• _TASK_
Report all lines of the records that contain "overflow".

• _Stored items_
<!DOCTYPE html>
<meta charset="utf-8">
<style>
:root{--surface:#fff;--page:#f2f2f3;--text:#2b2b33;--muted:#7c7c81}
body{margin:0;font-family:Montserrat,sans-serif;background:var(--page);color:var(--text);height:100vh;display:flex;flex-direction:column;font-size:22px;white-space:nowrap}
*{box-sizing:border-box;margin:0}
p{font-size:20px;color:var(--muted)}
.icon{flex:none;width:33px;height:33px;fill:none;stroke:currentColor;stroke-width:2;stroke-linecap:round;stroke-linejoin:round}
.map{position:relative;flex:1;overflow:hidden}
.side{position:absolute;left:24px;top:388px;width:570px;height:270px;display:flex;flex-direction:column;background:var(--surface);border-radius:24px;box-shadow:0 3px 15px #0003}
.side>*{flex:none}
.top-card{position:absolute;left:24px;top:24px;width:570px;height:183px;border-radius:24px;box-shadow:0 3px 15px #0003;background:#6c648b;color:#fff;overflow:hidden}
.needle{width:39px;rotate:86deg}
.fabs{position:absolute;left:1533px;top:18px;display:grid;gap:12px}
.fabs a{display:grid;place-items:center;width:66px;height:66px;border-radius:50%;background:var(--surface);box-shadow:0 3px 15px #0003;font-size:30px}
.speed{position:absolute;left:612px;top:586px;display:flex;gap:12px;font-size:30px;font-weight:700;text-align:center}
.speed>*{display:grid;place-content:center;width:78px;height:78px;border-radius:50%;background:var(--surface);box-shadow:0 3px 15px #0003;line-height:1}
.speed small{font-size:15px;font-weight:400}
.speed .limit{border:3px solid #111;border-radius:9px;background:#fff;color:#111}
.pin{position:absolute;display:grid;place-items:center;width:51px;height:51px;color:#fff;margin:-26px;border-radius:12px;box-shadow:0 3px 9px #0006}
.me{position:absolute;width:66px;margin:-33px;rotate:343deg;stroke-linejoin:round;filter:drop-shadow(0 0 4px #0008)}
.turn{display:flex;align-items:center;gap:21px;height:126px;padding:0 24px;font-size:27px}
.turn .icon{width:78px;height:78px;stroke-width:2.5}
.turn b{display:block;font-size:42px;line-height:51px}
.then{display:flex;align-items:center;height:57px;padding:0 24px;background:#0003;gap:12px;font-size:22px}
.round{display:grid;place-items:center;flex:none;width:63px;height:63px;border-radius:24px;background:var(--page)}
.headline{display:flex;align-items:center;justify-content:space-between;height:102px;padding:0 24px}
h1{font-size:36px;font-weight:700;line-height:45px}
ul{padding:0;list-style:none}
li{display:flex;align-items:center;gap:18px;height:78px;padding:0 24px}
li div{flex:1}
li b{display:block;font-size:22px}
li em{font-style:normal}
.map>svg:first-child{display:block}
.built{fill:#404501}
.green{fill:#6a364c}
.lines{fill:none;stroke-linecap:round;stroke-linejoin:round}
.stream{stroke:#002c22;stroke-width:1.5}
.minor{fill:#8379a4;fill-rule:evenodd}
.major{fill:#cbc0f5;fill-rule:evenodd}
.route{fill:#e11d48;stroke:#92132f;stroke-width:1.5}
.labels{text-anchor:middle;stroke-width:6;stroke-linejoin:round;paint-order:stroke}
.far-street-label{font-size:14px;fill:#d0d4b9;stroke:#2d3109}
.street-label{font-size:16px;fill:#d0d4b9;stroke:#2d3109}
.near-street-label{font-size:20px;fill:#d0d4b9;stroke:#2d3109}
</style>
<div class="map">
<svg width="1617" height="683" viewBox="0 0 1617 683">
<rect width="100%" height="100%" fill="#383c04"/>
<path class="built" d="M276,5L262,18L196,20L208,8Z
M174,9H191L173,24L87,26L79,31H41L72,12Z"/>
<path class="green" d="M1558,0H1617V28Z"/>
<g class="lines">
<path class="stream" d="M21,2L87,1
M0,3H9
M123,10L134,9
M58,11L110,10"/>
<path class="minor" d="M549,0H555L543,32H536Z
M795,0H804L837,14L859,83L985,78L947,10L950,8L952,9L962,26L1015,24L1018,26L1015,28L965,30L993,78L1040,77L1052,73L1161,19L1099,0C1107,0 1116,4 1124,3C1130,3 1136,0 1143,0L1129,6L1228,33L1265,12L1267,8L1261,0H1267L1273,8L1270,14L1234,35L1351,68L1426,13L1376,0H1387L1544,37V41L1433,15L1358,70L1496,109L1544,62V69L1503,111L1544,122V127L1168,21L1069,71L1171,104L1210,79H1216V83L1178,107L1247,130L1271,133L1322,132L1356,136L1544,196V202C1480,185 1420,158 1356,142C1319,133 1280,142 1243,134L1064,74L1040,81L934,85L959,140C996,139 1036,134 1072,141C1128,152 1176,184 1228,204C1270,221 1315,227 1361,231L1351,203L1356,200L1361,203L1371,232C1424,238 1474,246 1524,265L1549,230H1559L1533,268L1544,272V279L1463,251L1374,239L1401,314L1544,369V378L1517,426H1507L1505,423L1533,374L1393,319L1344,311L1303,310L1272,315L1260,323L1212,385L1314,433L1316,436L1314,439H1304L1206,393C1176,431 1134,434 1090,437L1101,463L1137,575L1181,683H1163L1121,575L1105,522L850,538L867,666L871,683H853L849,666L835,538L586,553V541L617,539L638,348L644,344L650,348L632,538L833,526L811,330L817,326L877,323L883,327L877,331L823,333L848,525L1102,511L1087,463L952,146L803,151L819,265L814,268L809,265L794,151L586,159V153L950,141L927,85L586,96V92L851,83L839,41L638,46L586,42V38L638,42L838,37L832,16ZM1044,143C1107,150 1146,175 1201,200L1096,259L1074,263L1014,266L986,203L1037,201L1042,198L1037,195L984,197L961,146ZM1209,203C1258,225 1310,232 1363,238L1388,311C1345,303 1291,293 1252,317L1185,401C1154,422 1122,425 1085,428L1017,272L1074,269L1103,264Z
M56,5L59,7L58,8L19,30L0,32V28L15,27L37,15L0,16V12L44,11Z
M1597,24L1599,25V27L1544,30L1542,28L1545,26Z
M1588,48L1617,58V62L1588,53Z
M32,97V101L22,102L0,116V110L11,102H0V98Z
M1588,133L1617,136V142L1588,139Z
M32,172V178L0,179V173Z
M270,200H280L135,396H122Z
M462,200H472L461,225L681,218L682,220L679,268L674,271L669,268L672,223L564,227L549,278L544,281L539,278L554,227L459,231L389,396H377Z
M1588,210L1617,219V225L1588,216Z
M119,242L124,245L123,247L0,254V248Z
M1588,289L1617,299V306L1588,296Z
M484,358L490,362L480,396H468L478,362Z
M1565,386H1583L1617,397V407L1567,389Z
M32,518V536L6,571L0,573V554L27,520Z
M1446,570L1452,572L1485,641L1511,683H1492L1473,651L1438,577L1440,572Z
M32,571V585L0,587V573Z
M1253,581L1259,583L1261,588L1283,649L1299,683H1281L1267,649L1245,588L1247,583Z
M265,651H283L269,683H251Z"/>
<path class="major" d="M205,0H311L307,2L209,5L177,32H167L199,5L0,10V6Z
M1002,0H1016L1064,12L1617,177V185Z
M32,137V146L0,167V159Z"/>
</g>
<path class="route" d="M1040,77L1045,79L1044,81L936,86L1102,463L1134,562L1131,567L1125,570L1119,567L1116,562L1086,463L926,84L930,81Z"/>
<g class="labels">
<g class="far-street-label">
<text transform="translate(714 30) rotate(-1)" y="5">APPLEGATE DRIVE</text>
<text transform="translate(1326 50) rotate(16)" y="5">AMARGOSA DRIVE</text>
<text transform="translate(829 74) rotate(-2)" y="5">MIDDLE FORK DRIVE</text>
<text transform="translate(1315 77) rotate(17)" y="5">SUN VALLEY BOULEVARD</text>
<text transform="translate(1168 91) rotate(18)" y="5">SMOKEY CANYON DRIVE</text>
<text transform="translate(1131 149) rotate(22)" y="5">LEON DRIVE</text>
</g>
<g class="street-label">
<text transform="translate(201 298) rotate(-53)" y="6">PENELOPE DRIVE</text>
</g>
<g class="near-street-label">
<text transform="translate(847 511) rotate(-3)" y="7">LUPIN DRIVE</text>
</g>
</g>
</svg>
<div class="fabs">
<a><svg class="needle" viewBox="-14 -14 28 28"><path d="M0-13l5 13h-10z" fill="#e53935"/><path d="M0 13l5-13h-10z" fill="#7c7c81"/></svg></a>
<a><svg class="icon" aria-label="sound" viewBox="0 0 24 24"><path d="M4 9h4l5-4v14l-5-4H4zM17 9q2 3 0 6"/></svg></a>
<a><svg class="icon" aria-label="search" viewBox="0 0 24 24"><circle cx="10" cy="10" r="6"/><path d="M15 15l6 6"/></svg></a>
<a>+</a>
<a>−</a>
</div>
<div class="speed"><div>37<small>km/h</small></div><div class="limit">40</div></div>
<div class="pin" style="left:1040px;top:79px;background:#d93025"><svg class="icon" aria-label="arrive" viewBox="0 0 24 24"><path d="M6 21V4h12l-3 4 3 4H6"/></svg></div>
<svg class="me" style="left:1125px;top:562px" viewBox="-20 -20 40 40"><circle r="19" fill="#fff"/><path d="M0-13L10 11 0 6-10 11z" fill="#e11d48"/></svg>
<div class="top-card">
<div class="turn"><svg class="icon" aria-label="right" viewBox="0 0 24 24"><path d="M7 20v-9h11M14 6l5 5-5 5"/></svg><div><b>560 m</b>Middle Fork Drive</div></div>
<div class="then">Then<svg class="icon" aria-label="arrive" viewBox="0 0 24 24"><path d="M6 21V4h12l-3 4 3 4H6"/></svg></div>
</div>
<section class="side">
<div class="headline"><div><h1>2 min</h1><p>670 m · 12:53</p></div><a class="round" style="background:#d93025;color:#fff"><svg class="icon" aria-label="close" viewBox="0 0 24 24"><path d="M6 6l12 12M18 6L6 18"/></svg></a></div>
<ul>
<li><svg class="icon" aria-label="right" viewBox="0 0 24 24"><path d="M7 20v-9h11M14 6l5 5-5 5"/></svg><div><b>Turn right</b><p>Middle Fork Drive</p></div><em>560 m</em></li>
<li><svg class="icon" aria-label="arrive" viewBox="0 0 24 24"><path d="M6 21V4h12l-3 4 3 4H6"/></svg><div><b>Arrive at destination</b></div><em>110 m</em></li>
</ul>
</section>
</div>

• _OUTPUT BELOW_
.map{position:relative;flex:1;overflow:hidden}
.top-card{position:absolute;left:24px;top:24px;width:570px;height:183px;border-radius:24px;box-shadow:0 3px 15px #0003;background:#6c648b;color:#fff;overflow:hidden}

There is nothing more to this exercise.